Empire of the Rising Starr
The December leadership meeting of the Starr Restaurant Organization is in session, and Stephen Starr’s attention deficit disorder is raging full-force.
Tangerine, SRO’s Moroccan-cum-Mediterranean fusion restaurant near 3rd and Market, has been redecorated to resemble a hotel conference room, with white tablecloths, silver pitchers of ice water, official-looking card-stock name placards, and a breakfast spread of scones and croissants and fresh berry-topped yogurt parfaits. A PowerPoint projection screen hangs on the smoky purple wall with the indentations that normally hold glowing yellow candles, and all eyes are fixed on an animated man with a thick mustache that evokes a dorkier Alex Trebek. His name is Christopher C. Muller, Ph.D., and he is challenging the room to think outside the comfort zone! Starr, dressed in jeans and a knee-length, cape-like single-breasted coat, arrives late, takes a seat at a table with the Continental managers, and immediately begins defacing a staffer’s fancy name placard. No one pays attention.

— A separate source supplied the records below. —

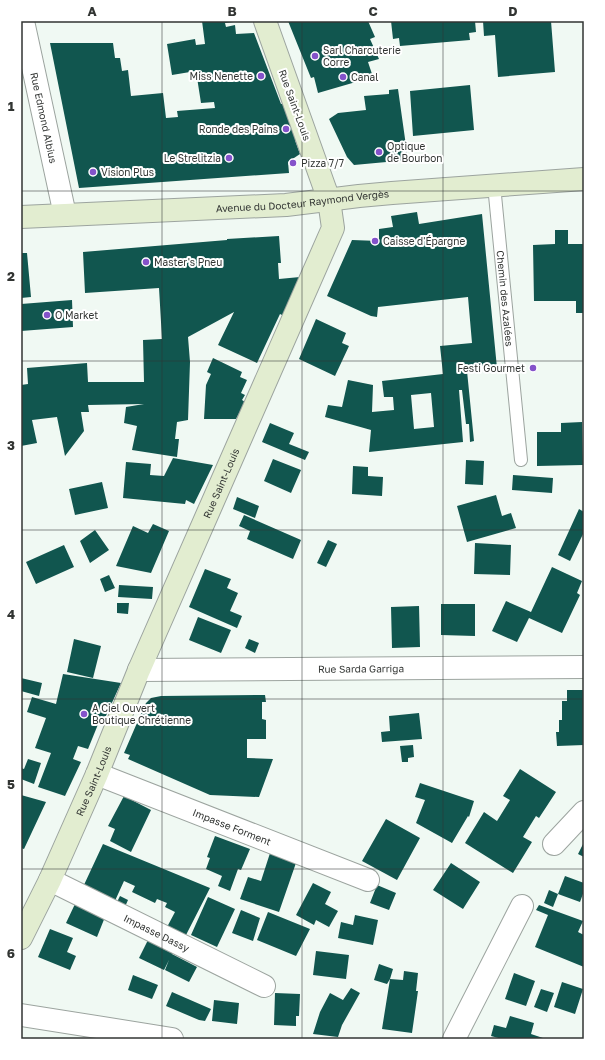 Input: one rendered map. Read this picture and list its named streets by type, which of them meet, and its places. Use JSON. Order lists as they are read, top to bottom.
{
  "streets": {
    "main road": ["Rue Saint-Louis", "Avenue du Docteur Raymond Vergès"],
    "street": [
      "Rue Edmond Albius",
      "Rue Sarda Garriga",
      "Impasse Forment",
      "Impasse Dassy"
    ],
    "lane": ["Chemin des Azalées"]
  },
  "crossings": [
    ["Rue Saint-Louis", "Avenue du Docteur Raymond Vergès"],
    ["Rue Saint-Louis", "Rue Sarda Garriga"],
    ["Rue Saint-Louis", "Impasse Forment"],
    ["Rue Saint-Louis", "Impasse Dassy"],
    ["Rue Edmond Albius", "Avenue du Docteur Raymond Vergès"],
    ["Avenue du Docteur Raymond Vergès", "Chemin des Azalées"]
  ],
  "places": [
    "Sarl Charcuterie Corre",
    "Miss Nenette",
    "Canal",
    "Ronde des Pains",
    "Optique de Bourbon",
    "Le Strelitzia",
    "Pizza 7/7",
    "Vision Plus",
    "Caisse d'Épargne",
    "Master's Pneu",
    "O Market",
    "Festi Gourmet",
    "A Ciel Ouvert Boutique Chrétienne"
  ],
  "grid": {
    "columns": [
      "A",
      "B",
      "C",
      "D"
    ],
    "rows": [
      "1",
      "2",
      "3",
      "4",
      "5",
      "6"
    ]
  }
} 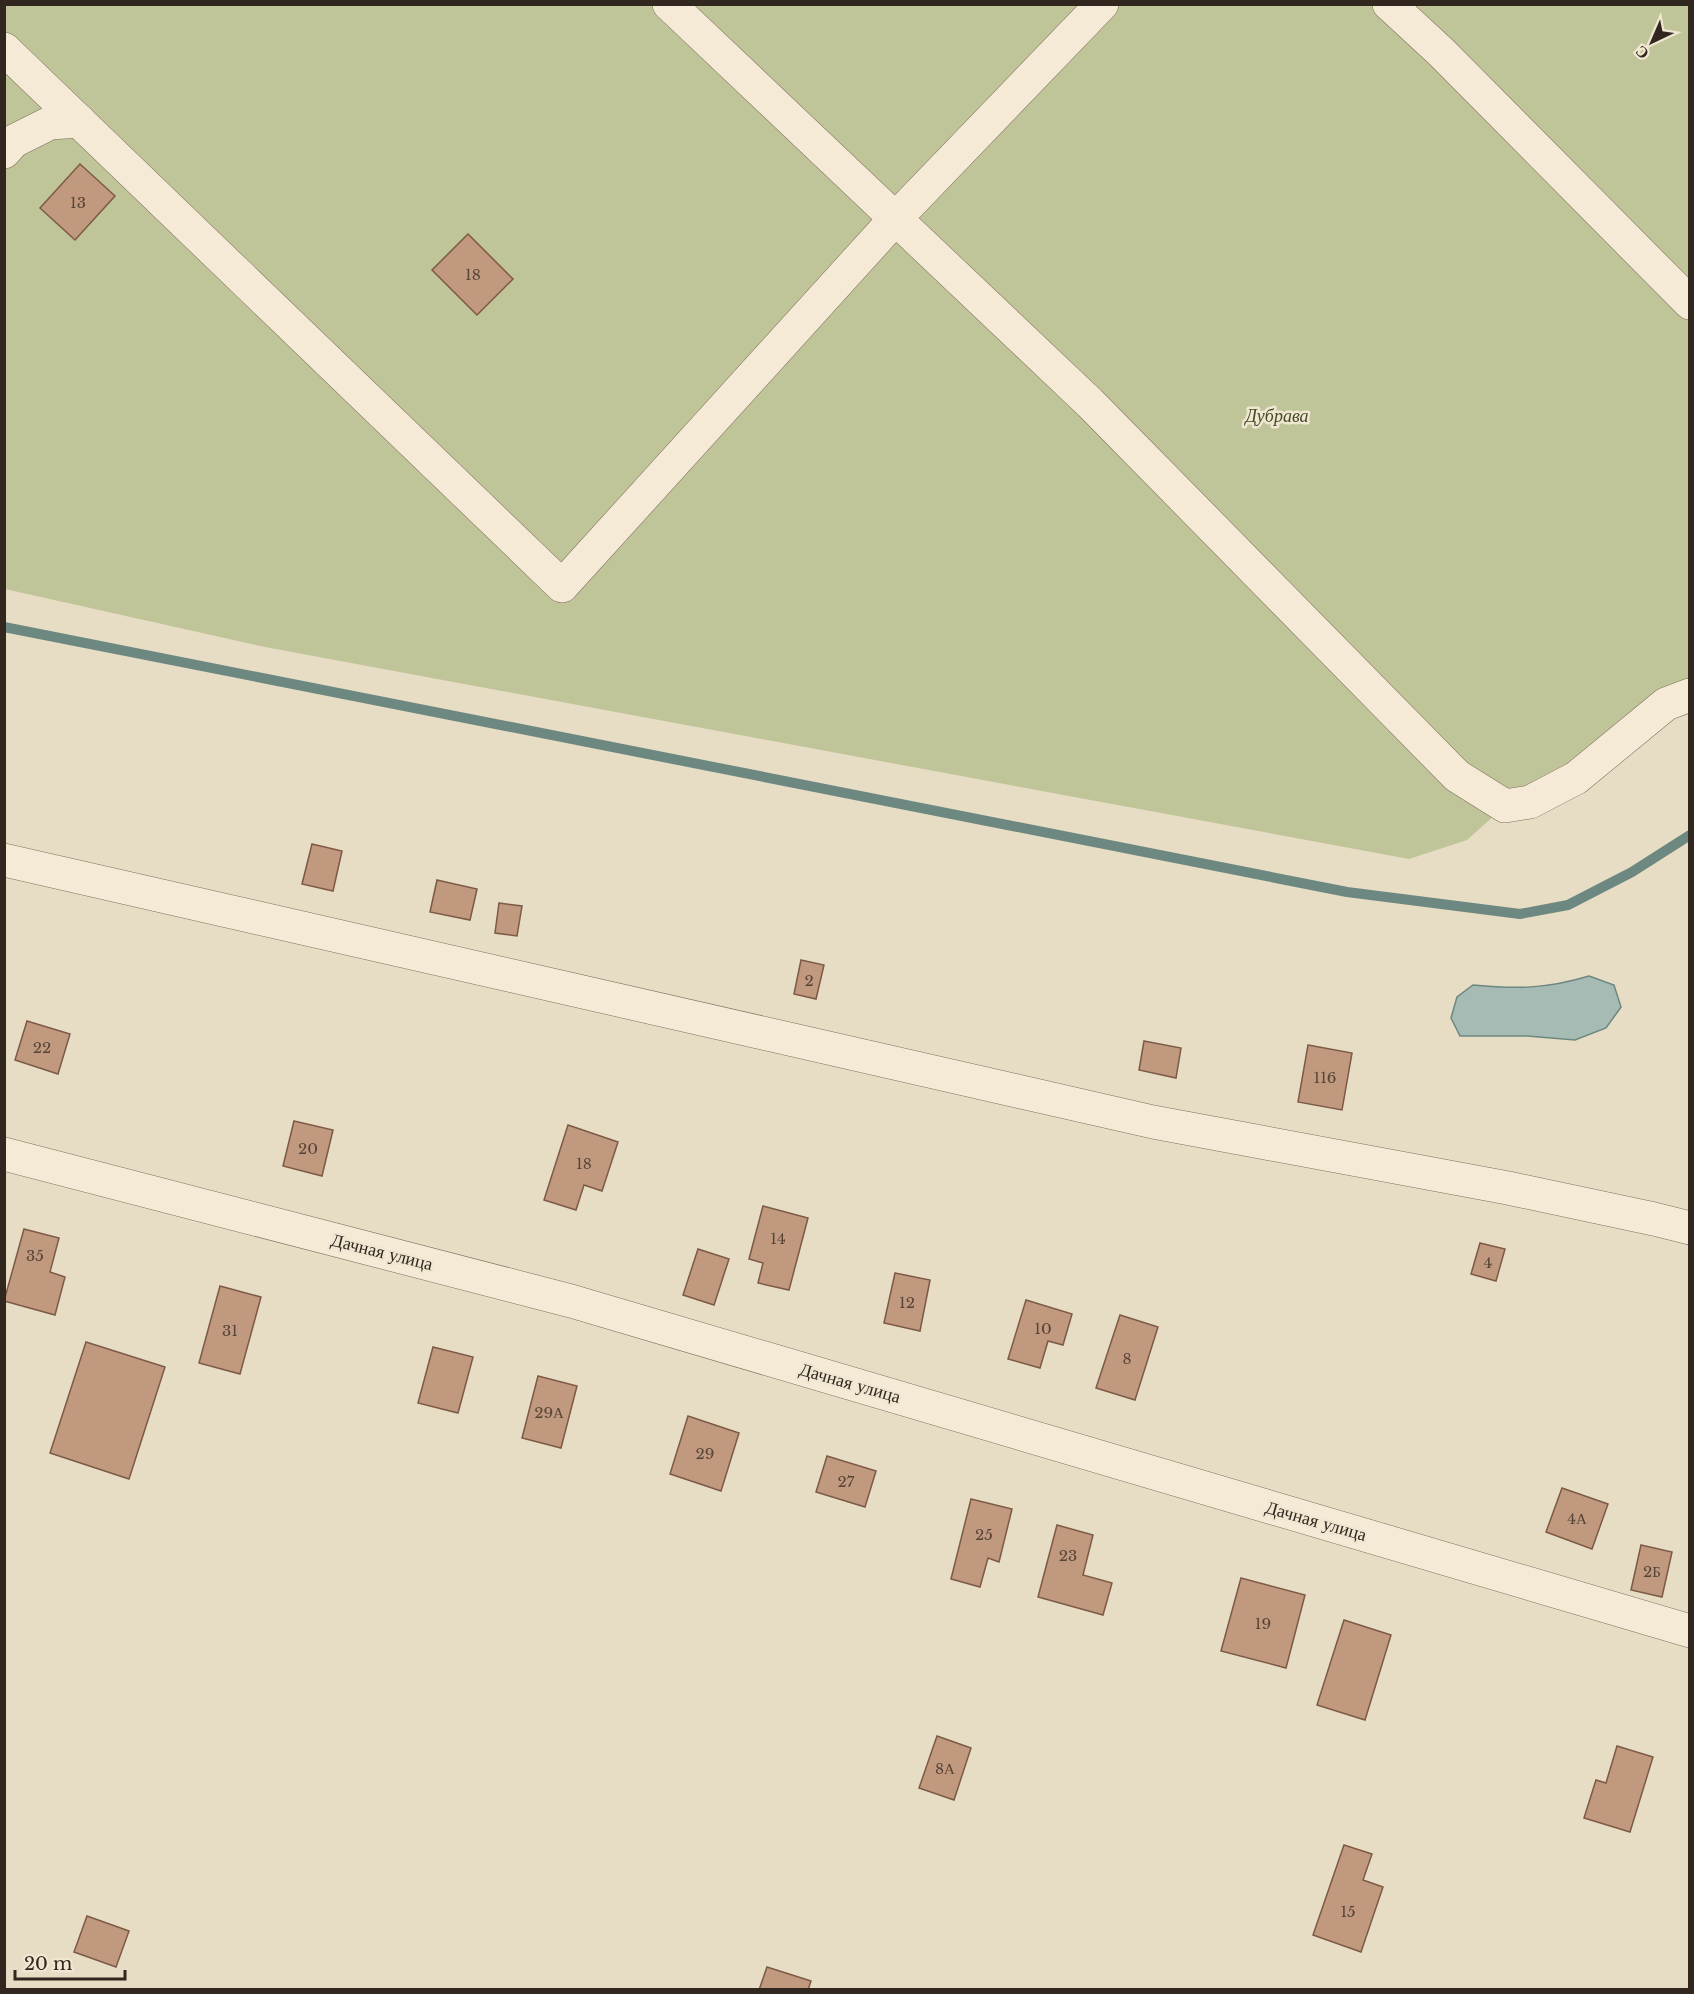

The Ph.D. in hospitality management instructs the managers and chefs to plot a graph of weekly restaurant traffic that will guide them on how to calibrate the price of specials for daily demand — “Saturday, Sunday, Monday … ”
Just another manic Monday, Starr sings quietly. Then, to no one in particular: “One of Prince’s great songs.”
“That was the Bangles.” Richard Roberts, general manager of the Continental, finally takes the bait.
“Prince wrote it,” Starr corrects, and smiles. Stephen Starr knows more about music than management, and that is A-okay with Stephen Starr.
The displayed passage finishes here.